The international community has been outraged -- especially at Iraqi Prime Minister Nouri al-Maliki, whose government not only let a (banned) mobile phone slip into the execution chamber, but also hurried up the hanging. Saddam's half-brother Barzan Ibrahim and a former chief justice of the Revolutionary Court, Awad al-Bandar, were condemned to death along with Saddam last November for the murder of 148 Shiites in 1982, but their executions were delayed until after the Islamic festival of Eid al-Adha, which for Shiites ends this Wednesday afternoon. The Associated Press reported they would hang this Thursday.
German newspapers see the whole affair as a gruesome circus that either threatens western values or drives another wedge between Iraqi Sunnis and Shiites. Some even suspect Maliki of using Saddam's execution as a sop to his Shiite supporters.
The center-right Frankfurter Allgemeine Zeitung writes:
"Under pressure from Shiite Prime Minister Maliki, the death sentence was carried out on the day Sunnis celebrated the first day of Eid, which is considered a holy day of forgiveness. Shiites celebrate the start of Eid one day later. Now there's a danger that the onetime despot will be romanticized by Sunni Arabs as a martyr in the struggle against Shiite Islam. (...)

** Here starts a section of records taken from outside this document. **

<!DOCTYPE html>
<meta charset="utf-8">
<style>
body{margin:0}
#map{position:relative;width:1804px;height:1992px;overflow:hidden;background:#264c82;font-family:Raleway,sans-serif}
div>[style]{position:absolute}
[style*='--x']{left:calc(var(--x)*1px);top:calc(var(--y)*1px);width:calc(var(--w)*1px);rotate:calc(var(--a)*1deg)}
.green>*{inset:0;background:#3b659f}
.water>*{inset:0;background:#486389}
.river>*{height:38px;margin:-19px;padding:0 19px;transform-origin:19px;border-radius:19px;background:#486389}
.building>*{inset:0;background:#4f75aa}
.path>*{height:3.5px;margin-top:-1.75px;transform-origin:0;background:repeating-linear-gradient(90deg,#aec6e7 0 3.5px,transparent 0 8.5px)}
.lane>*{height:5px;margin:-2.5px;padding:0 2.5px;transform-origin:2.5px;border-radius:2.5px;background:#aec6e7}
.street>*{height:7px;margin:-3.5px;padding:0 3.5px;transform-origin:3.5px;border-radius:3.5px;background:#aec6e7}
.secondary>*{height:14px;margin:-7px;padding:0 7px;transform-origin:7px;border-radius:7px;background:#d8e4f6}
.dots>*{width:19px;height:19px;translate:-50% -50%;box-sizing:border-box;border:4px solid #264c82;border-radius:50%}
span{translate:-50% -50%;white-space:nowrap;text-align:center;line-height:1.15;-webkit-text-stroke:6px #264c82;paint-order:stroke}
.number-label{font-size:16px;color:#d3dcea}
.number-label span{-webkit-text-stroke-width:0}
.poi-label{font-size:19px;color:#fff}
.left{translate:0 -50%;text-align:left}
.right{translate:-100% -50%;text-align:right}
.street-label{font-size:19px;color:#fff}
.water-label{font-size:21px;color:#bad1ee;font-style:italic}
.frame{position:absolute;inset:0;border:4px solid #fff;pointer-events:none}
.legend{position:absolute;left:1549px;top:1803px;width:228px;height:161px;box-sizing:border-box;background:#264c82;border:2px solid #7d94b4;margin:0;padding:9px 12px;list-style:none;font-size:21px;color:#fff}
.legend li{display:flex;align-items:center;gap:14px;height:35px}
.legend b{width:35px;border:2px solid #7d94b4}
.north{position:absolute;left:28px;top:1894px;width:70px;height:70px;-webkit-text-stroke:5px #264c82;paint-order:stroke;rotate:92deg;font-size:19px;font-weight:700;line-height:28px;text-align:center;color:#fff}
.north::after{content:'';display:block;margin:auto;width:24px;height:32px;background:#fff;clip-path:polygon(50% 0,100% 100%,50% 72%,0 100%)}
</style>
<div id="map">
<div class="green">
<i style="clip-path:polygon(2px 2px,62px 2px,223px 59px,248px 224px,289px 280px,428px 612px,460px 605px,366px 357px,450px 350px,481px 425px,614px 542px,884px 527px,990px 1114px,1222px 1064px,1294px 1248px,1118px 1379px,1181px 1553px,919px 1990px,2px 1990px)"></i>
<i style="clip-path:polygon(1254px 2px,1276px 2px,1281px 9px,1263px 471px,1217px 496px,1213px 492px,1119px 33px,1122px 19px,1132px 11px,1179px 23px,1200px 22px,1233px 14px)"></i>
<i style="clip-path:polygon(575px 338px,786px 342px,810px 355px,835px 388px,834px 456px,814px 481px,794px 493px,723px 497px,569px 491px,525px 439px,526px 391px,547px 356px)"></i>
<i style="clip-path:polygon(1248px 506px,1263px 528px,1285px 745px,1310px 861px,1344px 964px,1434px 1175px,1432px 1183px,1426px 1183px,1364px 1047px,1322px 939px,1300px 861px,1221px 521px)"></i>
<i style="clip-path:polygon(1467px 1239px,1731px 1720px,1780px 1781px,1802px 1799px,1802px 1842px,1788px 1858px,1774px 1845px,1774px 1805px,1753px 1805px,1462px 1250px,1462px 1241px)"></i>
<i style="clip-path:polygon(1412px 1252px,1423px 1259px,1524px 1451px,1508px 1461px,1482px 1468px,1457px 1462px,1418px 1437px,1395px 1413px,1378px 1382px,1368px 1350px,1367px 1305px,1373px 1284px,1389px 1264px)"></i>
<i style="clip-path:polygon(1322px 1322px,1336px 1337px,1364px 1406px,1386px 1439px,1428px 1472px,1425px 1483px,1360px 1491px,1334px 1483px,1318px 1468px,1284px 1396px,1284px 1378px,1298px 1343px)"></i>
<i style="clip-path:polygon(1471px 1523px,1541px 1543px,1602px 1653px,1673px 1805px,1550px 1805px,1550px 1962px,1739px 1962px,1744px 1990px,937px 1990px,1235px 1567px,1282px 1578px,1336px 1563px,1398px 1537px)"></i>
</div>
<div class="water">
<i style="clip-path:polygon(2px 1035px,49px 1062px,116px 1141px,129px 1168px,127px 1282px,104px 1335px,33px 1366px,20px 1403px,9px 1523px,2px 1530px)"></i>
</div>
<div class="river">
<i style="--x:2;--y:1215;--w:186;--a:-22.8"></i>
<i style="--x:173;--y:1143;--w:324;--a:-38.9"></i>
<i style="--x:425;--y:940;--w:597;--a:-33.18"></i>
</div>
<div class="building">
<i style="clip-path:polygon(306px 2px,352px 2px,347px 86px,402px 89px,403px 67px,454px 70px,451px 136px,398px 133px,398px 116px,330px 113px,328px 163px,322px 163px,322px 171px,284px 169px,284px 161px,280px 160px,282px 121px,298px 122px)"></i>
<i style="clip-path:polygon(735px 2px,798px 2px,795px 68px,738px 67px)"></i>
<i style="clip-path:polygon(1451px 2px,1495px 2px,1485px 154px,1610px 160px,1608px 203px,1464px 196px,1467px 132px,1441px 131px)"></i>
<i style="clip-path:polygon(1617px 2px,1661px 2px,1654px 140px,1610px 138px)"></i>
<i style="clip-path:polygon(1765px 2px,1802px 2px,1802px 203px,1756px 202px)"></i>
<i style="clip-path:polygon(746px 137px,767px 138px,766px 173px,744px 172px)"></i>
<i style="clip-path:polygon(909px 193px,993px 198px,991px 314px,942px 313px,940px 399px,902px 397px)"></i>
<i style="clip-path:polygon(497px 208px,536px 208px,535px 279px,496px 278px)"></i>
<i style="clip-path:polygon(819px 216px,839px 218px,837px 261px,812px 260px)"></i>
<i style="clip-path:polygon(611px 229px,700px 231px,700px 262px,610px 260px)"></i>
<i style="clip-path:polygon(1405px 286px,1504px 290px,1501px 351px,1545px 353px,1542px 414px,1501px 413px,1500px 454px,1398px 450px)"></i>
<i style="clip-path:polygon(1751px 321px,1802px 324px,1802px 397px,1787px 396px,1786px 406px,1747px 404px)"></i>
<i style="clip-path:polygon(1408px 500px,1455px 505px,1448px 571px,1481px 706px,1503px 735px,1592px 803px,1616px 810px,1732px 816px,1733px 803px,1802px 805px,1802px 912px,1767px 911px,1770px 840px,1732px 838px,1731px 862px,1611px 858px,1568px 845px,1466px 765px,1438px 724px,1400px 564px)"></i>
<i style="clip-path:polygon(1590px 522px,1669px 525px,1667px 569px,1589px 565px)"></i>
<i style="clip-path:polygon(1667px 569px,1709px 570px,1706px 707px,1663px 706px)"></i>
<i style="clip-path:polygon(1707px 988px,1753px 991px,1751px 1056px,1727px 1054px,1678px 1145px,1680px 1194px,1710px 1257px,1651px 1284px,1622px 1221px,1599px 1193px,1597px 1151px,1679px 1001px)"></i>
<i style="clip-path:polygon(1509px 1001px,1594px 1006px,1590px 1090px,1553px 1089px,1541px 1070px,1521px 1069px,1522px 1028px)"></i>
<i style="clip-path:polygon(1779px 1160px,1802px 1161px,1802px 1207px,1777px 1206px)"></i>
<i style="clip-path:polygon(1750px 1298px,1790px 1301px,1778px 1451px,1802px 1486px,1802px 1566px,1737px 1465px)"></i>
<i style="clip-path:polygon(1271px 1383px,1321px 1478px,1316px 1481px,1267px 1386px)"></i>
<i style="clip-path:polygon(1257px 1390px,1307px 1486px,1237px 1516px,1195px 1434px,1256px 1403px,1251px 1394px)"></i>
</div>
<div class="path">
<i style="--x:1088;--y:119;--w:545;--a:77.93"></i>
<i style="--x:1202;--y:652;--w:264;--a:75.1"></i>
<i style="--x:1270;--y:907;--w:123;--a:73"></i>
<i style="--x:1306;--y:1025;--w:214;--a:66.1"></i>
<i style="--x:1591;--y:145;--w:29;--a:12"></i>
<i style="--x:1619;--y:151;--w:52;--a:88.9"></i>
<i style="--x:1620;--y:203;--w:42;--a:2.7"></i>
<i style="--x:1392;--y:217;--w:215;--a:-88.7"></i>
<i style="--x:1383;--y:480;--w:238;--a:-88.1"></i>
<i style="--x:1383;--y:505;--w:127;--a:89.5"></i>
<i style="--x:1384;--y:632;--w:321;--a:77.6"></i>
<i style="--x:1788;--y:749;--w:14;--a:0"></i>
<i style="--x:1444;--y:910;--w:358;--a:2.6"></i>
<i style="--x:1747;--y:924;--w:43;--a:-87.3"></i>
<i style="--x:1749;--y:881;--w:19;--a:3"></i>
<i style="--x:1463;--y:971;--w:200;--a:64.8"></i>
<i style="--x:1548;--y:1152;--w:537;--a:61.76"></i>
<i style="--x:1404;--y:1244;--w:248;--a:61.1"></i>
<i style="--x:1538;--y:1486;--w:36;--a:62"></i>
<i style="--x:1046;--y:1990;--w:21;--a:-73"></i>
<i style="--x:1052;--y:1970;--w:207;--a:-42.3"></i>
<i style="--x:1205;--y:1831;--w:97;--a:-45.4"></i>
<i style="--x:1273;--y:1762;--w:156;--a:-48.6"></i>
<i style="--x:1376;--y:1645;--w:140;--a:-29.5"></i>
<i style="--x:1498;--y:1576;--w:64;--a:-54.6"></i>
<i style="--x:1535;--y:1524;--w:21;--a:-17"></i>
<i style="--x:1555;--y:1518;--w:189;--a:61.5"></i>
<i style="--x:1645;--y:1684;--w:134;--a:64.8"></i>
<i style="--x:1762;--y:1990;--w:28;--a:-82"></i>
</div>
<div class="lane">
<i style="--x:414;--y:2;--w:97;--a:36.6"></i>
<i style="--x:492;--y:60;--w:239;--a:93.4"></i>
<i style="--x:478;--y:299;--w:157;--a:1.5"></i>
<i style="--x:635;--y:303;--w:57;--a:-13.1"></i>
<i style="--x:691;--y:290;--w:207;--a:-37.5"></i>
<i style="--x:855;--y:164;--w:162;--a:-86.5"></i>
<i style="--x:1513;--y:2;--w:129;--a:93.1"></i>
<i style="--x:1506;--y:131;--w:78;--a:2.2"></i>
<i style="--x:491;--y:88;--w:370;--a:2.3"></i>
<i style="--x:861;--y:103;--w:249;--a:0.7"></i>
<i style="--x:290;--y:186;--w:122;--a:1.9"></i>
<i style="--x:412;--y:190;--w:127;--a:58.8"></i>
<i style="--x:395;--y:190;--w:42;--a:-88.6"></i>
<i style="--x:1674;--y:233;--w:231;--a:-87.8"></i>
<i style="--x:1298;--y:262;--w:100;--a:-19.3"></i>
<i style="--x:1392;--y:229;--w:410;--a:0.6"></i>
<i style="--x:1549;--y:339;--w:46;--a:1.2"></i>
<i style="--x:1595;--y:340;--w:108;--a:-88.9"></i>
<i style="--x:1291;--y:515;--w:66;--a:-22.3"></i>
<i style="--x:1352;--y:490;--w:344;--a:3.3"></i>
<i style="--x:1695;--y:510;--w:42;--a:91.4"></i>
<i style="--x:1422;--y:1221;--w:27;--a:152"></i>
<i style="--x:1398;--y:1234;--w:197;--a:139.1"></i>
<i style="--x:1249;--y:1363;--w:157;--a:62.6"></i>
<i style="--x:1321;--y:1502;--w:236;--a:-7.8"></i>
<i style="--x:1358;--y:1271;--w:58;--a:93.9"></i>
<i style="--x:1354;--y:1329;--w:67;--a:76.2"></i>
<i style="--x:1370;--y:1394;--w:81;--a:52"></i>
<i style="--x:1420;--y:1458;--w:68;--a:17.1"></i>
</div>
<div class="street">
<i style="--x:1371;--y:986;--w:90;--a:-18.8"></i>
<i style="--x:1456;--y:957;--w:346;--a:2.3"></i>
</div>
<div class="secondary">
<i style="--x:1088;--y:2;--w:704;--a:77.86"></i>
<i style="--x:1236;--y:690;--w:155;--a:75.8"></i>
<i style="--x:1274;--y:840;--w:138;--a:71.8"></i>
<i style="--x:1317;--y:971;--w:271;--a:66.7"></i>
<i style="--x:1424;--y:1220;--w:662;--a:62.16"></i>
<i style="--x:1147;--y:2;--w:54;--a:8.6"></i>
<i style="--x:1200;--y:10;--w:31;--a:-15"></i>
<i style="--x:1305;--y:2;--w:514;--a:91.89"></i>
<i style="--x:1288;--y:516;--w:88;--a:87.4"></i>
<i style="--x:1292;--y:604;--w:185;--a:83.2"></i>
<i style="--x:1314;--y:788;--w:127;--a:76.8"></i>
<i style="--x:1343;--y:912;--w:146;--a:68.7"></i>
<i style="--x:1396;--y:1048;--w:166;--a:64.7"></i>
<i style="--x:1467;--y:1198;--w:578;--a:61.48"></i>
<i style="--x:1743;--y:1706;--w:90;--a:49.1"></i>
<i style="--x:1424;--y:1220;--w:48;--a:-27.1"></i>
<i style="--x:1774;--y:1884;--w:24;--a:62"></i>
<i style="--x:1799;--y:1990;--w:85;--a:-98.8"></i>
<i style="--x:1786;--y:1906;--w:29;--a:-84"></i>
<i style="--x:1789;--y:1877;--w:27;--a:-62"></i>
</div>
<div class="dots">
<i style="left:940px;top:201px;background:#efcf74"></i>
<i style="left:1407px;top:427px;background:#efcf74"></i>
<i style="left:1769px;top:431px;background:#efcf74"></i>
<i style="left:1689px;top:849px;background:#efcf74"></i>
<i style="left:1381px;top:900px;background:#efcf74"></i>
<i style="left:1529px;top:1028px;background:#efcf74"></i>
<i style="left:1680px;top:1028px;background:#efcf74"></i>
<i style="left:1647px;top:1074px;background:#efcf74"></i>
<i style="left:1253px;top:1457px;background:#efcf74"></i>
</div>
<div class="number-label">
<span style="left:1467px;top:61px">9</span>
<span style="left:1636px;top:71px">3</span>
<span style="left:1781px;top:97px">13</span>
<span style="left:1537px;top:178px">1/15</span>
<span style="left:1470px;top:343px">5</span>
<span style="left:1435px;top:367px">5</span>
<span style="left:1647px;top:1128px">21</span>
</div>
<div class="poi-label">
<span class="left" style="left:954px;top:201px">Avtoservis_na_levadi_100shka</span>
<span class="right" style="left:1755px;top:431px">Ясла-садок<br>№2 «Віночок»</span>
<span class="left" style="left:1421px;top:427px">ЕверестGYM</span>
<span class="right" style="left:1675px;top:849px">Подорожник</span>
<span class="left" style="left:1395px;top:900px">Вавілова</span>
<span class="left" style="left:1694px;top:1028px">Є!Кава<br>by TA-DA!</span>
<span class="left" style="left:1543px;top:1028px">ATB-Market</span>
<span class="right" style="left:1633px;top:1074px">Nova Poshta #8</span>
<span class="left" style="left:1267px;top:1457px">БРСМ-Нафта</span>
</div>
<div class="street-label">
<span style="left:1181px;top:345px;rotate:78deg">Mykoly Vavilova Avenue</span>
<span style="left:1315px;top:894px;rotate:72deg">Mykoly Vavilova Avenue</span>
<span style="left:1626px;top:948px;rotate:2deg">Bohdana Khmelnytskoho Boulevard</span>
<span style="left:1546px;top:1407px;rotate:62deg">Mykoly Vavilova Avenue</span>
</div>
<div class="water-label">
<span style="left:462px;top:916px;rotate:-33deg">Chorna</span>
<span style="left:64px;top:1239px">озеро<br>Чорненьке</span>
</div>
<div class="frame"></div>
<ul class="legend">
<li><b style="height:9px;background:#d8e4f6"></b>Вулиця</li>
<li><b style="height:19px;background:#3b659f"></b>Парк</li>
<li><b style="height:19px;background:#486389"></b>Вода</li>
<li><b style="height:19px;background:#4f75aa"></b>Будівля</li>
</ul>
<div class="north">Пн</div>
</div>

"The Sunnis will remember Saddam's last exchange of words with one of his hangmen, who revealed himself as a follower of radical Shiite preacher Muqtada al-Sadr. Sadr commands the militia most feared by Sunnis in Iraq. He's also the most important supporter of al-Maliki's regime. (...)
"Talks are already in process between Baghdad and Washington to replace al-Maliki with another, more energetic Shiite politician. It's possible that the over-hasty execution of Saddam was an attempt by Maliki to win back popularity among his Shiite constituency."
The left-wing Tageszeitung asks ironically:
"What do the minimum civilized standards of the free world mean? The answer is, more or less, that nobody should bring a mobile phone to an execution.
"(These civilized standards) determine how television footage should be edited. Official videos end before the trapdoor opens. (...) Pictures of the body are okay -- including while it is still hanging on the gallows. (...) But the moment of death: That's taboo and has to remain taboo!
"(We need to ask) whether it can ever be squared with our system of values to show a human being in the face of death to the public -- or if we are, in the process, getting closer and closer to the terrorist mentality which we actually want to fight."
The center-left Süddeutsche Zeitung writes:
"It would have been a miracle if Saddam's execution had not raised new problems for the Baghdad government, the overstrained US army, or for the violence-plagued Iraqi people. But now a mobile-phone video has turned up, and the pictures and sound both show, first, just how degraded Saddam's death was, and second how depraved a society has to be to turn the execution of a condemned thug into a cheap and coarse spectacle. (...)
"The video also shows that neither the Baghdad government nor the American occupiers are in a position to control an execution. (...) Saddam Hussein's death won't heal old wounds any more than it will satisfy a lust for revenge -- the pictures are more likely to achieve the opposite effect. And a government that can't even prohibit recordings of an execution will never be able to control its country."